[ASSIGNMENT]
Pull every line holding the word "strokeStyle" out of the data and copy it.

[SUPPLIED MATERIAL]

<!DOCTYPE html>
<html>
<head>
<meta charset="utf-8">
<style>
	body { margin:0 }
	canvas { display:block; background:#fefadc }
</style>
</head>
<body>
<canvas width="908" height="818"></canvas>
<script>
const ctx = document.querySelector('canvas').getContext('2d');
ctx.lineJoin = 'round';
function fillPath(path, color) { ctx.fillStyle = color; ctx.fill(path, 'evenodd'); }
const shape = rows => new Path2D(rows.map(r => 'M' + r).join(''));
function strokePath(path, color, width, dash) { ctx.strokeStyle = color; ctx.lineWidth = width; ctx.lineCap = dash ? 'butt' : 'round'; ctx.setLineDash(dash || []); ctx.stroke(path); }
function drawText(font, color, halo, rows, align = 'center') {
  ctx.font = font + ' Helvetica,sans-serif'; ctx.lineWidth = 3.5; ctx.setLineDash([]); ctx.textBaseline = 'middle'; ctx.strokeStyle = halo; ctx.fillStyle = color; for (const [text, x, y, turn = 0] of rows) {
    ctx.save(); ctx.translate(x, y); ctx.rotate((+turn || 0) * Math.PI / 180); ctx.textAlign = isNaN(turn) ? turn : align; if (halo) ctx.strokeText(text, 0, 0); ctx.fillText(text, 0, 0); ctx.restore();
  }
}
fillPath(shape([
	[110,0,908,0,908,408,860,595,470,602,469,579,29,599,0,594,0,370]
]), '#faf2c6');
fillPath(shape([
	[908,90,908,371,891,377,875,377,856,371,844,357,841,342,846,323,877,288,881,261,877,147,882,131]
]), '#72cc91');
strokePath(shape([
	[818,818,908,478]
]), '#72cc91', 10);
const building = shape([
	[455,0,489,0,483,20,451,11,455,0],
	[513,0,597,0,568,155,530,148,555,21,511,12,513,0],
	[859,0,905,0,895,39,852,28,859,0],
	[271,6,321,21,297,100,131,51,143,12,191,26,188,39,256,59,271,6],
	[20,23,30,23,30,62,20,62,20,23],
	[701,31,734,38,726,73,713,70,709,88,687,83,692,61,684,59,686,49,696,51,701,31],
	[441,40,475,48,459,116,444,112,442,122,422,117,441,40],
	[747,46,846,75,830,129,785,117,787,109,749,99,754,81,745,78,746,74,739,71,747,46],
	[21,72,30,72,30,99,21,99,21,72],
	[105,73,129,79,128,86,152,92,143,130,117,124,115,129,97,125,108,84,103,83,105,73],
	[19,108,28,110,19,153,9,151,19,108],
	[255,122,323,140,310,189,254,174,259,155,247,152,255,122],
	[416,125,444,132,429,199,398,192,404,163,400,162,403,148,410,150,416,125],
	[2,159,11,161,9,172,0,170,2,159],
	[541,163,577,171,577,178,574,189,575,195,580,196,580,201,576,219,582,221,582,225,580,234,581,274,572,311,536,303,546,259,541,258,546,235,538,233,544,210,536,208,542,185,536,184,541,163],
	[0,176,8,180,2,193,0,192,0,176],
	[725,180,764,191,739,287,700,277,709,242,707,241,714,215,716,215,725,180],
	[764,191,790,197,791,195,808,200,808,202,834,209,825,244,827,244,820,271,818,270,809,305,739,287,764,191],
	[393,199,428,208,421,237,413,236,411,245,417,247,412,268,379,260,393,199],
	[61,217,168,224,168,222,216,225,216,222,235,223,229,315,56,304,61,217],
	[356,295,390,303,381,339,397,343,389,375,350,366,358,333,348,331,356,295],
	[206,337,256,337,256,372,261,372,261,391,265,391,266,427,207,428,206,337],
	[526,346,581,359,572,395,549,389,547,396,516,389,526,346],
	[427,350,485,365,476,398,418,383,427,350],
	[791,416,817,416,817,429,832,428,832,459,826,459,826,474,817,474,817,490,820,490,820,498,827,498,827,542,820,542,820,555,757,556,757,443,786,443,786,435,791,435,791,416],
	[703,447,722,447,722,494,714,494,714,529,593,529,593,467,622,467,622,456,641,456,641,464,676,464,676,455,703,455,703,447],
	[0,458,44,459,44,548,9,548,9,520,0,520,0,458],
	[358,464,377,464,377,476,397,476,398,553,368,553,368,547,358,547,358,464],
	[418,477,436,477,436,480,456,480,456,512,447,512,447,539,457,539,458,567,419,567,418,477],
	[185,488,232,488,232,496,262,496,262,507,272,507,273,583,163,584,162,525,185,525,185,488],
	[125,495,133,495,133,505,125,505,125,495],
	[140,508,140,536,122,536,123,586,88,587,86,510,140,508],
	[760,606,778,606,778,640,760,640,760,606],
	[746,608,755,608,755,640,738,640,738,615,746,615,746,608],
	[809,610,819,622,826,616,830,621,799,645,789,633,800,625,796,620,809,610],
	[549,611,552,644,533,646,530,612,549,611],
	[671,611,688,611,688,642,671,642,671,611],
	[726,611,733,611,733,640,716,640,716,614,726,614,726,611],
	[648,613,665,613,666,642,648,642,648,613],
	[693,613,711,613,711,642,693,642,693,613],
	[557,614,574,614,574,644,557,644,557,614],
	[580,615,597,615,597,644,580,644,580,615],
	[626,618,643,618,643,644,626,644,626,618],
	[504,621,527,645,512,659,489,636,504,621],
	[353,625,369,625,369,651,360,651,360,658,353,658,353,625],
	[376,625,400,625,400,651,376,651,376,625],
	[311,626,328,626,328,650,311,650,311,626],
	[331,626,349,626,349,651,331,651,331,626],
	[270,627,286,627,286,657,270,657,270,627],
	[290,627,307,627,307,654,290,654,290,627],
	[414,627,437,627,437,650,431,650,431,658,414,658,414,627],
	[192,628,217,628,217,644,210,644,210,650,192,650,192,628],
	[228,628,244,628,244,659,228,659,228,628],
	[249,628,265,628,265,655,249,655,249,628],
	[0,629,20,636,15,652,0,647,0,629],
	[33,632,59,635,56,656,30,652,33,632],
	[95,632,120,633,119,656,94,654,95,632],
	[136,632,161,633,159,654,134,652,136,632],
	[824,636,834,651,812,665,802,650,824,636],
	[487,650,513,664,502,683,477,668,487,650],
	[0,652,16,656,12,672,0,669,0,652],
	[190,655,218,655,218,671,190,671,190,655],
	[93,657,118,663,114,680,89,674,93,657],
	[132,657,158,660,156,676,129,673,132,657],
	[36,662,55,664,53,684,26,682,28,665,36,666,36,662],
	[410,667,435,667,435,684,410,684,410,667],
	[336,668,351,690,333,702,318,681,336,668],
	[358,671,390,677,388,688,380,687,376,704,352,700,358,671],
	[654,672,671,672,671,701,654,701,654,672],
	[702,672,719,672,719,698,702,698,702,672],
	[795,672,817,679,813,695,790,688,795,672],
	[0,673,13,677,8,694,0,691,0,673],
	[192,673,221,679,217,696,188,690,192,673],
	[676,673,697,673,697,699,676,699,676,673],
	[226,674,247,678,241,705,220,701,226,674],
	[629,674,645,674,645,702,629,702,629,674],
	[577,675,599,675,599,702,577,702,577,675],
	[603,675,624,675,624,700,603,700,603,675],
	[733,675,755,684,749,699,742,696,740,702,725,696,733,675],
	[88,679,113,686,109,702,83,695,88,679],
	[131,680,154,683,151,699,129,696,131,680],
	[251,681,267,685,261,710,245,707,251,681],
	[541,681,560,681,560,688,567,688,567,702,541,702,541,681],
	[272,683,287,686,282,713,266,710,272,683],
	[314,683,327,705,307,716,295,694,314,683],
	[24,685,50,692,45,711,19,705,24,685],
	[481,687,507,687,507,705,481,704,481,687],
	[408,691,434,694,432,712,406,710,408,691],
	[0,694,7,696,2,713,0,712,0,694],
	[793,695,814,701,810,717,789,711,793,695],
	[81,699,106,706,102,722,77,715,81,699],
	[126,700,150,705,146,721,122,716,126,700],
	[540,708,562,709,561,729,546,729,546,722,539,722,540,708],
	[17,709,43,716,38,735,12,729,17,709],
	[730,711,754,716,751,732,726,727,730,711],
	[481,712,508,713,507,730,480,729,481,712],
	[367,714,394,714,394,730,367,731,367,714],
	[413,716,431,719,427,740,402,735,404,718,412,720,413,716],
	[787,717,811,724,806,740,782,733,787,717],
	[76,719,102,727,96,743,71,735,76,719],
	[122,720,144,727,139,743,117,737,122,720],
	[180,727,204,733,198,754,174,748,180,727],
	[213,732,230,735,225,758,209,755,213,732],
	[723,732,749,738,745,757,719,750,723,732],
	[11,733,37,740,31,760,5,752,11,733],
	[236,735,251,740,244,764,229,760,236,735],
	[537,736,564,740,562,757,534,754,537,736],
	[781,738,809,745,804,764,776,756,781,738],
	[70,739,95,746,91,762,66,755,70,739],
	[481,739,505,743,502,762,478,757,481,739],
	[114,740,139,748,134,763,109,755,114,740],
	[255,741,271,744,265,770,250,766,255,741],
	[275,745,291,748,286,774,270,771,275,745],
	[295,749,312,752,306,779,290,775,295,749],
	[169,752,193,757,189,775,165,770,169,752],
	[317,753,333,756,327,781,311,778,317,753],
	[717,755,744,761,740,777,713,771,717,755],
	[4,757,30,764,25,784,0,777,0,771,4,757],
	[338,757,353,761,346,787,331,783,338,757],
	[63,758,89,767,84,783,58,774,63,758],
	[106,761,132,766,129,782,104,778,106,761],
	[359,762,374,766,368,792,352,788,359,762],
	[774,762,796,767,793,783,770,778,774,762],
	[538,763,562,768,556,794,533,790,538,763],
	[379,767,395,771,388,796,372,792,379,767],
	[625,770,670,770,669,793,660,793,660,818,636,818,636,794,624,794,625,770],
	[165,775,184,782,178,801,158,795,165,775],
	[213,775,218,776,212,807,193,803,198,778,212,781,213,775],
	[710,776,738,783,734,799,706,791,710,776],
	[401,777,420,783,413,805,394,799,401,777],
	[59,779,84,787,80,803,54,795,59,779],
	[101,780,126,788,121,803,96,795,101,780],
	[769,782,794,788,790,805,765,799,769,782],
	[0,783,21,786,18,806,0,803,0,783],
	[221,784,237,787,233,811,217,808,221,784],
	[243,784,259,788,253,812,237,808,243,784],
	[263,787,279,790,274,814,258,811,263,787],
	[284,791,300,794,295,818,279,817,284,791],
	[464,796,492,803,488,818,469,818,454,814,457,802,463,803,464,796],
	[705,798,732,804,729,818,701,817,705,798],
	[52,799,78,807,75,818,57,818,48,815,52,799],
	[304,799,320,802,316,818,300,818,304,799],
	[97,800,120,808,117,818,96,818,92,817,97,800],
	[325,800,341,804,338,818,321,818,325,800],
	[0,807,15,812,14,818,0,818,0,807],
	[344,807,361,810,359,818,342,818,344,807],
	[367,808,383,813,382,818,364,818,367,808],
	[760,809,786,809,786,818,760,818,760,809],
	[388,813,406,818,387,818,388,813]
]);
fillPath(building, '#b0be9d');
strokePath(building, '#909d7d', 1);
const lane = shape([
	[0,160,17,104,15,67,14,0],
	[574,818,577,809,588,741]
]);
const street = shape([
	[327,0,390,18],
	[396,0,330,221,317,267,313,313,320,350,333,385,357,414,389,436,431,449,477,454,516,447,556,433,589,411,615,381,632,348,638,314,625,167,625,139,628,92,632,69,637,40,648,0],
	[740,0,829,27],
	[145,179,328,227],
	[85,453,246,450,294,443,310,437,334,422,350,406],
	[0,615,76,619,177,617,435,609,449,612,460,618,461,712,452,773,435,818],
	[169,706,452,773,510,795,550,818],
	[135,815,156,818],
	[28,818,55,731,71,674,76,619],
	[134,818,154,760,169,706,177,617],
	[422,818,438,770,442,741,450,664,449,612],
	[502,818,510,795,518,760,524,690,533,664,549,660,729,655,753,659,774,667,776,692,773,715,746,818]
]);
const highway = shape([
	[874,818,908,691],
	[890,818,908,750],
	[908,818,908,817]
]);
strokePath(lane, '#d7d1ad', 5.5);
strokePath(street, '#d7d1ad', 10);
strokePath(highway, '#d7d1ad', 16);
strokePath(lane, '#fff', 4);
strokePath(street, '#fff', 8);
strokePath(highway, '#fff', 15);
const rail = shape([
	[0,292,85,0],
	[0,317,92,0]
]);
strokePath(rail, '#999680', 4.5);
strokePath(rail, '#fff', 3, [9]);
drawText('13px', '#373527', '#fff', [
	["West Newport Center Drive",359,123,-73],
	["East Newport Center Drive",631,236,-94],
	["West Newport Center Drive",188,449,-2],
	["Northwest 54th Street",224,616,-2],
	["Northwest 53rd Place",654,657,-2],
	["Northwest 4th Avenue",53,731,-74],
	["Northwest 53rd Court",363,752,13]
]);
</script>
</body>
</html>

[/SUPPLIED MATERIAL]

[RESPONSE TO THIS TASK]
function strokePath(path, color, width, dash) { ctx.strokeStyle = color; ctx.lineWidth = width; ctx.lineCap = dash ? 'butt' : 'round'; ctx.setLineDash(dash || []); ctx.stroke(path); }
  ctx.font = font + ' Helvetica,sans-serif'; ctx.lineWidth = 3.5; ctx.setLineDash([]); ctx.textBaseline = 'middle'; ctx.strokeStyle = halo; ctx.fillStyle = color; for (const [text, x, y, turn = 0] of rows) {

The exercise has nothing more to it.